Work task :: Work out how many lines in the records below include the string "linecap", and reply with that number alone.

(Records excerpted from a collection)
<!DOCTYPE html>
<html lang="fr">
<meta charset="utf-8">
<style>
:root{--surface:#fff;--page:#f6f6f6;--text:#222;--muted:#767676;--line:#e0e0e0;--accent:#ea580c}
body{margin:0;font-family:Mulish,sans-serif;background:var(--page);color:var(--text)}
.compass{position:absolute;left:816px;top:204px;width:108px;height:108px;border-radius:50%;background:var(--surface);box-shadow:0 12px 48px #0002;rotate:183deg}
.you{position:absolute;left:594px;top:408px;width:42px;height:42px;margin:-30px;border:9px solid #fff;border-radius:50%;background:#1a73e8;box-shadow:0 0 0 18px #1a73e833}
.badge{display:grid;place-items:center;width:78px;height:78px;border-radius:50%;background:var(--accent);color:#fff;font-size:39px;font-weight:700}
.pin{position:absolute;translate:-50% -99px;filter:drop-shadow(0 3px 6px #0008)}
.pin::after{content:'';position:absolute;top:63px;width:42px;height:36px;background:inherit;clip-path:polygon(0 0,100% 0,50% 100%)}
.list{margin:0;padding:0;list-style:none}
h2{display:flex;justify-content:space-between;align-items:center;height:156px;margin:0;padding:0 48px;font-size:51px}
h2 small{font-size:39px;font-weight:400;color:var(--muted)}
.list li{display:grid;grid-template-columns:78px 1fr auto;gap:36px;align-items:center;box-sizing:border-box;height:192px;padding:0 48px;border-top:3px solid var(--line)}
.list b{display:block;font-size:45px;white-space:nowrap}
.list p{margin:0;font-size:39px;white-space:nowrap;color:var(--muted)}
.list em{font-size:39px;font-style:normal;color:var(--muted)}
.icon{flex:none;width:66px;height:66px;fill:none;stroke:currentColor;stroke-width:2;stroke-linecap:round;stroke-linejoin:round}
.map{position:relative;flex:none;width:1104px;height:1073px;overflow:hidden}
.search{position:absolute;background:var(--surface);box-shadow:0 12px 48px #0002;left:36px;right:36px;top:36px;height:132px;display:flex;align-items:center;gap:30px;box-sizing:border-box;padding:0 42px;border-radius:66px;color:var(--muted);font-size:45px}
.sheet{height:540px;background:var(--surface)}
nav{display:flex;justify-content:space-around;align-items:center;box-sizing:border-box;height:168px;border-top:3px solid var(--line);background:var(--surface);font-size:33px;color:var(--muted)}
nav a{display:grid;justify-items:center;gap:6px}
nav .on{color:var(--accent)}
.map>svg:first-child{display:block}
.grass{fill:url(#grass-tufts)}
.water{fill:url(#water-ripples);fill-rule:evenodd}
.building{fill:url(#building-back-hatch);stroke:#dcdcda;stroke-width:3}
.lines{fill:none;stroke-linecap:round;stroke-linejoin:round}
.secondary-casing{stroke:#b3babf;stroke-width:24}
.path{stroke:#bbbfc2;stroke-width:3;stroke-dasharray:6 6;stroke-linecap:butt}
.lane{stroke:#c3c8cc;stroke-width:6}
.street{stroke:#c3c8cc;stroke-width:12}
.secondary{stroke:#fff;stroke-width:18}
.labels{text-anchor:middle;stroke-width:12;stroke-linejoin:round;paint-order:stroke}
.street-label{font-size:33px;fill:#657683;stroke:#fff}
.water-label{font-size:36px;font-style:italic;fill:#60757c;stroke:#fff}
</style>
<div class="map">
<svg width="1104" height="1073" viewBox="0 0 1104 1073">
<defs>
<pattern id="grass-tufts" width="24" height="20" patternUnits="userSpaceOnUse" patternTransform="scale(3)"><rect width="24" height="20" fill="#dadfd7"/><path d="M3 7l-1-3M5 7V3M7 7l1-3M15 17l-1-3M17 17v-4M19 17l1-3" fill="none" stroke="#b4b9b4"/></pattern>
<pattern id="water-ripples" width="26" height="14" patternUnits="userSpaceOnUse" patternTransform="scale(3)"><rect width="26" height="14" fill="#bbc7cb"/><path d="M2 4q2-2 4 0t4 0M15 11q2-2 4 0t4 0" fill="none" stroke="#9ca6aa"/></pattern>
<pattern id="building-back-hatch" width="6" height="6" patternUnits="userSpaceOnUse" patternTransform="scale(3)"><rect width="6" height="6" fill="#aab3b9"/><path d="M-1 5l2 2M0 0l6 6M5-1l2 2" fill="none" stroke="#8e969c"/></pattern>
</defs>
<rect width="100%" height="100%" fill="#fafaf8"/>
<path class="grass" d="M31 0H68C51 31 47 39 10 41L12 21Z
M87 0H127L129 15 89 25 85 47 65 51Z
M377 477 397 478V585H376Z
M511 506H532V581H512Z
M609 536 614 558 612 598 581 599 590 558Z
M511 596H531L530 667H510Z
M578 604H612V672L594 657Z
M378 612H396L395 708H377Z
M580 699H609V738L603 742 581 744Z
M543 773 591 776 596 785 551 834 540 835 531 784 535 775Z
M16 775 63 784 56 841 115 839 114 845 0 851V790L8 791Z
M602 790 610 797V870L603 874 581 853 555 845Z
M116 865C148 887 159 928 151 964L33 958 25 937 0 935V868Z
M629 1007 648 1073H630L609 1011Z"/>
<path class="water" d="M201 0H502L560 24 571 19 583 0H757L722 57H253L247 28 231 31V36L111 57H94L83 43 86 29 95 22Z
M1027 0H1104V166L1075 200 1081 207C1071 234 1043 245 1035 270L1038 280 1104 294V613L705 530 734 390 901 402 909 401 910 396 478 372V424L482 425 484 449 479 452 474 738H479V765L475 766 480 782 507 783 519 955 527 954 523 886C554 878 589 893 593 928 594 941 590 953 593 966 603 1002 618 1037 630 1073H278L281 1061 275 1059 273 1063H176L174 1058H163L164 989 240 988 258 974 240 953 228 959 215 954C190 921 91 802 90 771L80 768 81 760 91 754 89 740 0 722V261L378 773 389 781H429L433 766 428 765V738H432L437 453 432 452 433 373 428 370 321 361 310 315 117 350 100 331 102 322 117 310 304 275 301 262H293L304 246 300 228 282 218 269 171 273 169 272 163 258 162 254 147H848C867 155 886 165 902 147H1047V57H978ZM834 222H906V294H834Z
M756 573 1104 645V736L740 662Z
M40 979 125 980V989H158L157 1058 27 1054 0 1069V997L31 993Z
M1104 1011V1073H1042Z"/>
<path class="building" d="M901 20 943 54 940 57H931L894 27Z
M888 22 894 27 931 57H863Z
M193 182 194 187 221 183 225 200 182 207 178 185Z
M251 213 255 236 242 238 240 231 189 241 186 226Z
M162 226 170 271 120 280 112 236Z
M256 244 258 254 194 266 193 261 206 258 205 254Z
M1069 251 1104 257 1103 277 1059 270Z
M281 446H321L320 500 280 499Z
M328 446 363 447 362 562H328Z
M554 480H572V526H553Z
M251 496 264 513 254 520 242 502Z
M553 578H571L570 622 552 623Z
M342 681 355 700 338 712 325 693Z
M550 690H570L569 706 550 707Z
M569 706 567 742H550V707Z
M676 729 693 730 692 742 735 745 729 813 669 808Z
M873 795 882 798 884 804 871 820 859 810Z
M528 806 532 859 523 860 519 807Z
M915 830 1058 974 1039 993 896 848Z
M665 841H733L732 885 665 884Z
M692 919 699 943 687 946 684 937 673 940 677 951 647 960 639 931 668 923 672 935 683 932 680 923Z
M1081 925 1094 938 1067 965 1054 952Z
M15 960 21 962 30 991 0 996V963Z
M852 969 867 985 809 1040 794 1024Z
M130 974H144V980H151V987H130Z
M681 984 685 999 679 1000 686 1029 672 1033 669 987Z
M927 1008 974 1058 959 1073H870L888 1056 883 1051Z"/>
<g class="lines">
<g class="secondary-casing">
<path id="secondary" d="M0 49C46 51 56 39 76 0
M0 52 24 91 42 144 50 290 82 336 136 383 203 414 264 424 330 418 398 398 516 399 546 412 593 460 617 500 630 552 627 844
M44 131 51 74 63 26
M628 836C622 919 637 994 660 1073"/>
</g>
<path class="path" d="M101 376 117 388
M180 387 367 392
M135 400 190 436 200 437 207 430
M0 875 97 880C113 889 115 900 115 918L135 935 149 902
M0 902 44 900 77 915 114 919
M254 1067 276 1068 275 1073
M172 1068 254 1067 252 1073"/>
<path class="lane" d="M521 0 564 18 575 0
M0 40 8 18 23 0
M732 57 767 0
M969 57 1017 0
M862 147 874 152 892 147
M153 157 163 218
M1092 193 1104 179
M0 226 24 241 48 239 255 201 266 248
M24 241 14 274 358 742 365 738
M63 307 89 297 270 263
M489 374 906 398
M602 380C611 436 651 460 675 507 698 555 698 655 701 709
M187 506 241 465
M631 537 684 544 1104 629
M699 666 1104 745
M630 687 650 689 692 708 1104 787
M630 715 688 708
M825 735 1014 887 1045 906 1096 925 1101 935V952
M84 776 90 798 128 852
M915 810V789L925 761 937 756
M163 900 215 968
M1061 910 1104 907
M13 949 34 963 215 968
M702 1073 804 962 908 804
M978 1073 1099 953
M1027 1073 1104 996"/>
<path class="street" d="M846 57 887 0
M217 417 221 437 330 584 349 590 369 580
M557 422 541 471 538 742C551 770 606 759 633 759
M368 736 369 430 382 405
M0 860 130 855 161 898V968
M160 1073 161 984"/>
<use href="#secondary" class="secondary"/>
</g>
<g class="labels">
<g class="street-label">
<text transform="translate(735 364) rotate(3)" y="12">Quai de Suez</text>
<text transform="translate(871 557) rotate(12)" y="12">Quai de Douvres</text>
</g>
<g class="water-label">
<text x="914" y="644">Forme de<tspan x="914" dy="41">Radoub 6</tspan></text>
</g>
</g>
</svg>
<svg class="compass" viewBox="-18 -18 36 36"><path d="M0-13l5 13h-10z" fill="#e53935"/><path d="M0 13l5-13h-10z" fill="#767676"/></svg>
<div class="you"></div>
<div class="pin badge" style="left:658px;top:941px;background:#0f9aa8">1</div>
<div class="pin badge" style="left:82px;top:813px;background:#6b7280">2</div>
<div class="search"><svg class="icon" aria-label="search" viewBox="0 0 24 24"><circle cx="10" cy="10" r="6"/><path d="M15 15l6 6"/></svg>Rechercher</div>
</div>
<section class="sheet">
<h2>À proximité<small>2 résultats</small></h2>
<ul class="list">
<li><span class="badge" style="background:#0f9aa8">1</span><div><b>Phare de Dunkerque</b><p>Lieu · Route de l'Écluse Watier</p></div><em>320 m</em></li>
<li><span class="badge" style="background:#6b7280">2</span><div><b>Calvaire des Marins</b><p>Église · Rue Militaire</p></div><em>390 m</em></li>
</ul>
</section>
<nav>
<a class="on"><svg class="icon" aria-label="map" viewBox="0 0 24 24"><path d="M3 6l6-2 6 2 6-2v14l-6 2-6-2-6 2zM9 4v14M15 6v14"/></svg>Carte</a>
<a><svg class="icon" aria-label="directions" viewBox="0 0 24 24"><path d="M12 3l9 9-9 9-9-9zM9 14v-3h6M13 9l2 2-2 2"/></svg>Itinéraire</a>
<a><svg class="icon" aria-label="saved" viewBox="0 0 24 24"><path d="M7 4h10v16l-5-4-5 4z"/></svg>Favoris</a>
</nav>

Exercise response :: 3